Several companies have sought to develop the arrangement proposed by Soljacic, including WiTricity, which was spun off by the researchers. Intel has demonstrated Wireless Resonant Energy Link (WREL) research prototypes - see page four of this PDF and this video - and claims power efficiencies of up to 70 per cent. Sony has also developed a system that it says can transfer 60W over 50 cm (19 inches) with a 60 per cent efficiency (including 20 per cent power lost in the rectifier); adding a 'passive extender' could increase the distance to 80cm without loss of power.
WiTricity envisages coils built into the base of laptops, but quite a lot more development may be needed before manufacturers commercialise the technology. The lower power requirements of handheld hardware would be more attractive, except the current size of the secondary coil makes this impractical. Given consumer perceptions regarding various types of radiation and magnetic effect, even where studies suggest fears are groundless, gaining acceptance in the market may prove difficult. The researchers have said little about how pervasive magnetic fields could affect other hardware.
There are alternative energy transfer systems, such as lasers and microwaves, but these generally require line of sight and use a concentrated beam of energy, such that the receiver has to be in a known location.

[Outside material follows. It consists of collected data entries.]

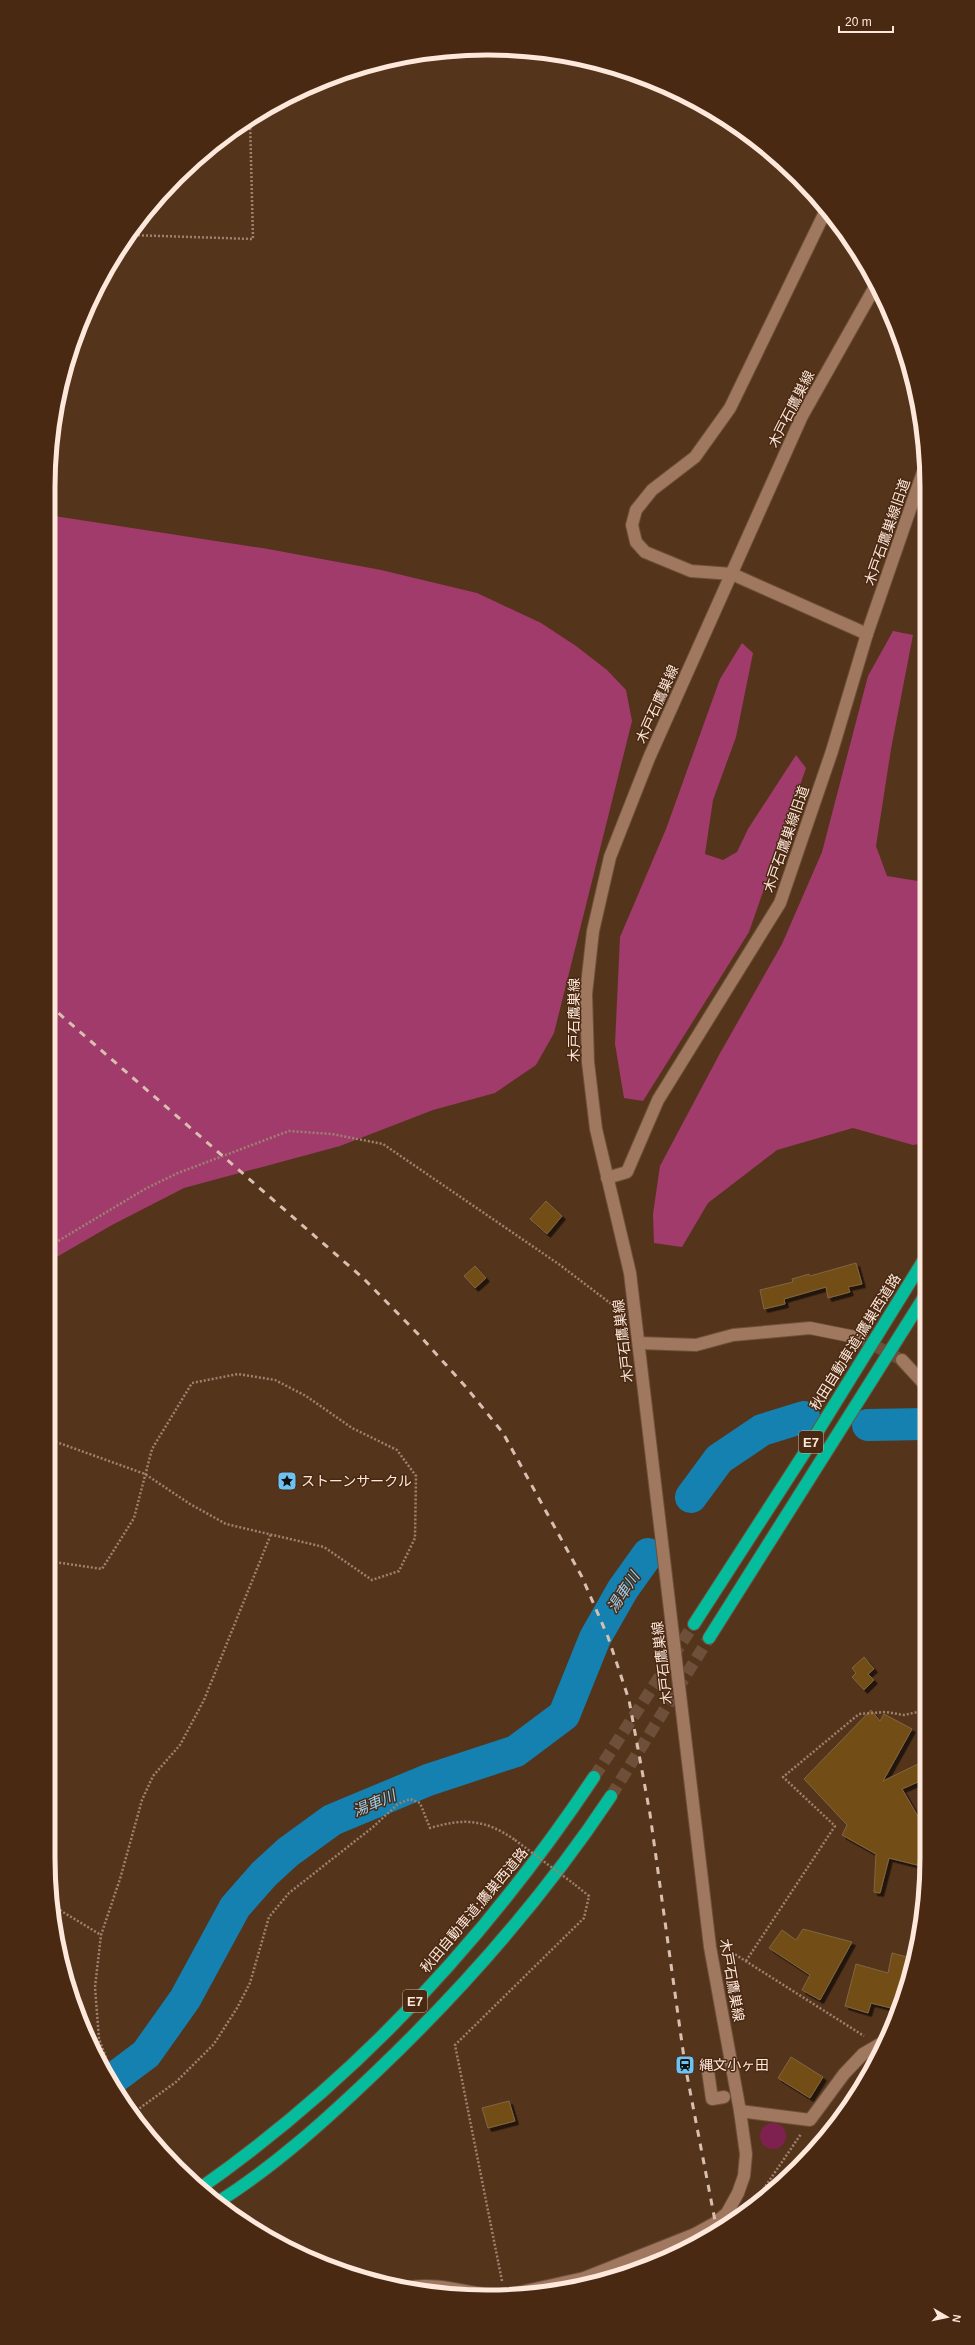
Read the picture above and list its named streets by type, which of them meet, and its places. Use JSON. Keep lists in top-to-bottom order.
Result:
{
  "streets": {
    "highway": ["秋田自動車道;鷹巣西道路", "E7"],
    "main road": ["木戸石鷹巣線", "木戸石鷹巣線旧道"]
  },
  "crossings": [
    ["木戸石鷹巣線", "木戸石鷹巣線旧道"]
  ],
  "water": ["湯車川"],
  "places": {
    "place": ["ストーンサークル"],
    "station": ["縄文小ヶ田"]
  },
  "scale_bar": "20 m",
  "north": "right"
}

Powercast has developed energy transmitters based on radio frequency (RF) power, but these are targeted at very low power devices - such as sensors - that only need microwatts or milliwatts; higher output could interfere with a variety of electronic equipment. There are several 'energy harvesting' technologies under development, which pick up heat, vibrations or 'free' wireless power in the environment, but these are also aimed at very low power devices.
Barriers to a wireless future
All the technologies described suffer the same 'chicken and egg' challenge: hardware and furniture manufacturers are unlikely to add to their costs by installing power transmitters until there is sufficient demand, but developers will not integrate the receiving system until transmitters are commonly available. As often with new technologies, several systems are beginning to compete and there are different implementations within these, so standards are required. A group of manufacturers, which includes some household names, has formed the Wireless Power Consortium (WPC) to drive interoperability and promote inductive charging technology, but other approaches are either more proprietary or insufficiently developed to have taken this step. (The proposed WPC Qi standard was covered in TechNews 09/09.)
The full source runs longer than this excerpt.